### RECORDS FOR THIS TASK ###

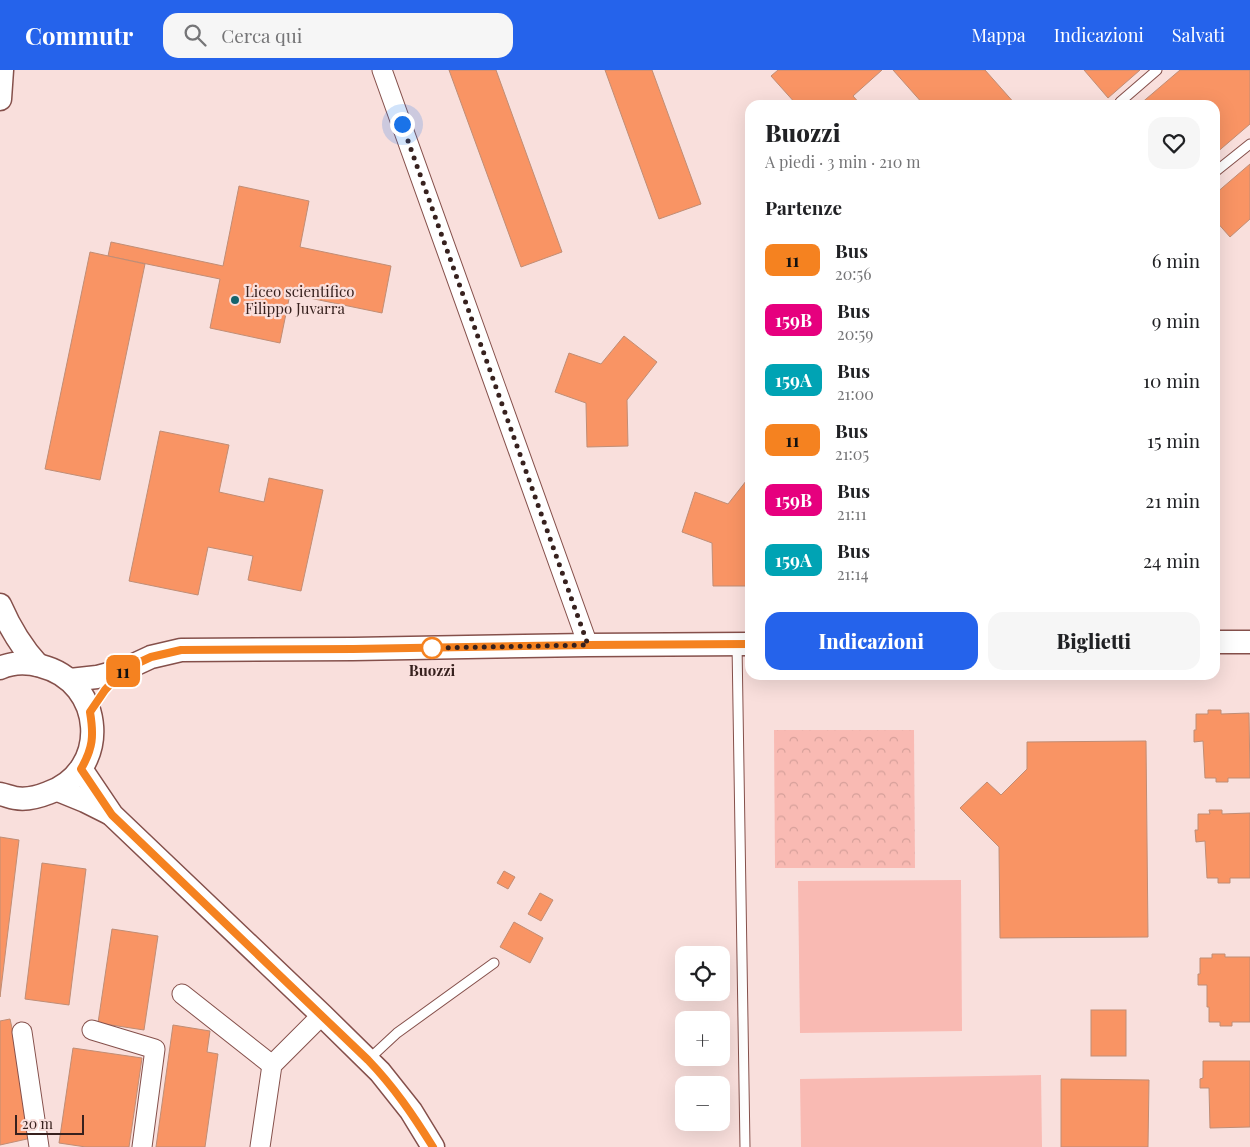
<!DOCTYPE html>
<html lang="it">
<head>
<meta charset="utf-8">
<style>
	body { margin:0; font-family:"Playfair Display",serif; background:#f6f6f6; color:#202124; height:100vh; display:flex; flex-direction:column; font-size:19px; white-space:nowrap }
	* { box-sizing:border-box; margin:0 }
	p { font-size:16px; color:#757577 }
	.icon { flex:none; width:28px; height:28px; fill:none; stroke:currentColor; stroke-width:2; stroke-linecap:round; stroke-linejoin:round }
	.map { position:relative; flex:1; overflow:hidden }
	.drawer { position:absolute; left:745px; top:30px; width:475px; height:580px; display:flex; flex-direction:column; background:#fff; border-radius:15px; box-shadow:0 5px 20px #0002 }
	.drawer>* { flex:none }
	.badge { padding:0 10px; border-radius:8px; font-size:18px; line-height:32px }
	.controls { position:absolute; left:675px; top:876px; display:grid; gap:10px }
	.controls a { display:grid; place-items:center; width:55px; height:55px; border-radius:10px; background:#fff; box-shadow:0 5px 20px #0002; font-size:25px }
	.scale { position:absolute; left:15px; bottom:12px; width:69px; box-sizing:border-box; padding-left:5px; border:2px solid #37211e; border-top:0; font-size:14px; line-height:18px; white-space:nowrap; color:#37211e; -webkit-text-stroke:4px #f9dfdc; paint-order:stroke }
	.you { position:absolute; width:25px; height:25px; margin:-12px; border:4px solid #fff; border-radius:50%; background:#1a73e8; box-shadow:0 0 0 8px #1a73e833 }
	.map>.badge { position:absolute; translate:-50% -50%; box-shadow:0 0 0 2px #fff }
	h2 { padding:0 20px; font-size:19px; line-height:45px }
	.round { display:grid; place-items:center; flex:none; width:52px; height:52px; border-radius:15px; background:#f6f6f6 }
	.head { display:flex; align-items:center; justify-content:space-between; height:85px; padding:0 20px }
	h1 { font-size:24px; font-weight:800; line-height:38px }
	.button { display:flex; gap:10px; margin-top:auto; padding:10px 20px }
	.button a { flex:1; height:58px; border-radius:15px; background:#2563eb; color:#fff; font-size:20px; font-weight:800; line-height:58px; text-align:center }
	.button a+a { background:#f6f6f6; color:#202124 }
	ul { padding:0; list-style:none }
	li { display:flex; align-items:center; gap:15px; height:60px; padding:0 20px }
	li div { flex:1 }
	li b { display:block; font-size:19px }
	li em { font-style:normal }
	li .badge { min-width:55px; font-weight:700; text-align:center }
	header { display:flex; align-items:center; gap:30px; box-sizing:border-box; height:70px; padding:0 25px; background:#2563eb; color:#fff }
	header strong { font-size:24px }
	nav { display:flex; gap:28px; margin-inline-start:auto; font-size:18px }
	.search { width:350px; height:45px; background:#f6f6f6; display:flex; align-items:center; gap:12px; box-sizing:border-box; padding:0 18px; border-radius:15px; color:#757577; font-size:19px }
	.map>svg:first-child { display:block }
	.park { fill:url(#park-crowns) }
	.garden { fill:#f9bab3 }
	.building { fill:#f99464; stroke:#c08d75 }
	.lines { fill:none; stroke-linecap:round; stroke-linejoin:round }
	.service-casing { stroke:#85504b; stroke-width:11 }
	.minor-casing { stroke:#85504b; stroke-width:21 }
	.tertiary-casing { stroke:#85504b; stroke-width:25 }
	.service { stroke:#fff; stroke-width:9 }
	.minor { stroke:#fff; stroke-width:19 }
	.tertiary { stroke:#fff; stroke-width:22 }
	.line-casing { stroke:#fff; stroke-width:11 }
	.line { stroke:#f58220; stroke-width:8 }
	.walk { stroke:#37211e; stroke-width:5; stroke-dasharray:0 9 }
	.poi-dot { fill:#15636c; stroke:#f9dfdc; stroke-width:2 }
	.stop-dot { fill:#fff; stroke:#f58220; stroke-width:2.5 }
	.labels { text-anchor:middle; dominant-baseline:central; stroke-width:4.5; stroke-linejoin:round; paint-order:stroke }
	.poi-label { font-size:15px; fill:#37211e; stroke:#f9dfdc; text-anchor:start }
	.stop-label { font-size:15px; font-weight:bold; fill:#37211e; stroke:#f9dfdc }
</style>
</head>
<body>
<header>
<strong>Commutr</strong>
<div class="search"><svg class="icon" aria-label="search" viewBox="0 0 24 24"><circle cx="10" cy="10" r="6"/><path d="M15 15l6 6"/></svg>Cerca qui</div>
<nav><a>Mappa</a><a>Indicazioni</a><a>Salvati</a></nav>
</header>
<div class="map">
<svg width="1250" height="1077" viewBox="0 0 1250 1077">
	<defs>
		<pattern id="park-crowns" width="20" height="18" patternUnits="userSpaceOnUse" patternTransform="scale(1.25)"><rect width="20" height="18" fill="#f9bab3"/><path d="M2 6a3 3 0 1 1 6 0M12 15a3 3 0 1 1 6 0" fill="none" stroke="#d6a09a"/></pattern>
	</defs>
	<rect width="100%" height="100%" fill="#f9dfdc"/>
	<path class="park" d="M774 660H914L915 798H775Z"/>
	<g class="garden">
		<path d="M961 810 962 961 800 963 798 811Z"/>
		<path d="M1041 1005 1042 1077H801L800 1009Z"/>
	</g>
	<g class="building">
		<path d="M449 0H496L562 182 521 197Z"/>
		<path d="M605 0H652L701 134 659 149Z"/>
		<path d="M778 0H882L853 26 861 35H797L771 6Z"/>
		<path d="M893 0H985L1016 35H924Z"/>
		<path d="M1084 0H1140L1108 28Z"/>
		<path d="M1180 0H1250V54L1215 84V35H1139Z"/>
		<path d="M1250 94V149L1230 167 1215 150V124Z"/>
		<path d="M239 116 309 131 300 177 391 196 382 243 290 224 280 273 210 258 220 209 108 186 111 172 223 196Z"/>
		<path d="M90 182 145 194 100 410 45 399Z"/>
		<path d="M624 266 657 292 627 330 628 376 587 377 586 333 555 322 569 283 601 294Z"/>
		<path d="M160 361 229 375 219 422 264 432 269 408 323 420 301 521 248 510 253 486 208 477 198 525 129 511Z"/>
		<path d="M750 406V516H713L712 473 682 462 695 422 728 434Z"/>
		<path d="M1208 640H1221V644L1249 643 1250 708H1228V712H1216V708H1205L1203 671 1194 672V660H1196V644H1208Z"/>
		<path d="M1146 671 1148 867 1000 868 999 777 960 738 987 712 1001 725 1027 699V672Z"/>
		<path d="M1209 740H1222V744L1250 743V808H1230V813H1218V808H1207L1205 771 1196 772 1195 760H1198V744H1210Z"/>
		<path d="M0 767 19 770 0 927Z"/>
		<path d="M42 793 86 799 69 935 25 929Z"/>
		<path d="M504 801 515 807 508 819 497 813Z"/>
		<path d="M540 823 553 830 541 851 528 844Z"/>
		<path d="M514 852 543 868 530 893 500 877Z"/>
		<path d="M112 859 158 866 144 960 98 953Z"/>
		<path d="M1212 884H1225V887H1250V952H1232V956H1220V952H1209V937H1207V915H1198V904H1200V888H1212Z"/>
		<rect x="1091" y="940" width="35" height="46"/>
		<path d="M10 949 36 1067 0 1075V951Z"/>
		<path d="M173 955 210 961 207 982 218 984 205 1077H156Z"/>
		<path d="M73 978 142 988 129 1077H86L59 1073Z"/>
		<path d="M1203 991H1250V1057L1210 1058 1209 1018H1200V1009L1203 1008Z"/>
		<path d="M1061 1009 1149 1010 1148 1077H1061Z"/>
	</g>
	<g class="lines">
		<defs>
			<g id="service">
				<path d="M1120 32 1157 0"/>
				<path d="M1215 102 1250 74"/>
				<path d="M737 574 745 1077"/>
				<path d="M369 989 397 963 494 893"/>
			</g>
			<g id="minor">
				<path d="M382 0 588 575"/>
				<path d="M182 924 272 995"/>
				<path d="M92 960 155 979 142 1077"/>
				<path d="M22 962 39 1077"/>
				<path d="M260 1077 272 995 322 945"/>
			</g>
			<g id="tertiary">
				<path d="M0 29 2 0"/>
				<path d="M0 535C10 558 21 577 38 595"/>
				<path d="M1215 572H1250"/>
				<path d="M0 598C13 592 27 592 41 596 105 612 111 701 48 723 38 727 26 730 15 728 10 727 5 725 0 724"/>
				<path d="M70 610 97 607 123 600 151 587 181 580 353 579 588 575 750 574"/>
				<path d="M81 699 112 745 322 945 380 1002 411 1041 433 1077"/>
				<path d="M58 720 85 731 109 743"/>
			</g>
		</defs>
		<use href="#service" class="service-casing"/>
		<use href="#minor" class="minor-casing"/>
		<use href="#tertiary" class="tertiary-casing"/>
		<use href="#service" class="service"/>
		<use href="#minor" class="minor"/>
		<use href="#tertiary" class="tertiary"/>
	</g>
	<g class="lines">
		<defs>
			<path id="line" d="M433 1077C413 1045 394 1017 368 990L112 745 81 699C93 678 94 666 90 642L105 620 123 600 151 587 181 580 353 579 588 575 750 574"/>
		</defs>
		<use href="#line" class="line-casing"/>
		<use href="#line" class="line"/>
		<path class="walk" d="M402 54 588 575 432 578"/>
	</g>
	<circle class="poi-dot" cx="235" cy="230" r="5"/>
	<circle class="stop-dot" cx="432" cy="578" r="10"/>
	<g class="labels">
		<g class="poi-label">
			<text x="245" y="221">Liceo scientifico<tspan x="245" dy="17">Filippo Juvarra</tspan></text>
		</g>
		<g class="stop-label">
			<text x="432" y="600">Buozzi</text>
		</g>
	</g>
</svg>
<div class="controls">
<a><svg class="icon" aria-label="locate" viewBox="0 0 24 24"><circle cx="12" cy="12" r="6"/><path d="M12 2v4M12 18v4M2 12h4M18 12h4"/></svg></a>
<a>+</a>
<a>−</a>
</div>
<div class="scale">20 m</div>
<div class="you" style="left:402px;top:54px"></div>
<b class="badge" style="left:123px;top:601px;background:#f58220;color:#111">11</b>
<section class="drawer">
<div class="head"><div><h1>Buozzi</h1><p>A piedi · 3 min · 210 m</p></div><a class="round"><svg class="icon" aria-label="heart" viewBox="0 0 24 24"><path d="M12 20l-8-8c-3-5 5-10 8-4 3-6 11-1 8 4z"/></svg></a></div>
<h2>Partenze</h2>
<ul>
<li><span class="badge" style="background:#f58220;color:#111">11</span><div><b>Bus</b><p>20:56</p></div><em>6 min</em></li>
<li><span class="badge" style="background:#e6007e;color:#fff">159B</span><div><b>Bus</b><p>20:59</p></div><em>9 min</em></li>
<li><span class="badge" style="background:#00a3b4;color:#fff">159A</span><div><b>Bus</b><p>21:00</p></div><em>10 min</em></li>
<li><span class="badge" style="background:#f58220;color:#111">11</span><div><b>Bus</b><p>21:05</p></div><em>15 min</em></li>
<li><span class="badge" style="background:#e6007e;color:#fff">159B</span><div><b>Bus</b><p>21:11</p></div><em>21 min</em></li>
<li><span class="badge" style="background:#00a3b4;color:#fff">159A</span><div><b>Bus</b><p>21:14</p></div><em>24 min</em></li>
</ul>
<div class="button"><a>Indicazioni</a><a>Biglietti</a></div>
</section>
</div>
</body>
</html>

###

ACTIVITY: Search the records above for the string "linecap" and copy each line that holds it.

WRITTEN SOLUTION:
	.icon { flex:none; width:28px; height:28px; fill:none; stroke:currentColor; stroke-width:2; stroke-linecap:round; stroke-linejoin:round }
	.lines { fill:none; stroke-linecap:round; stroke-linejoin:round }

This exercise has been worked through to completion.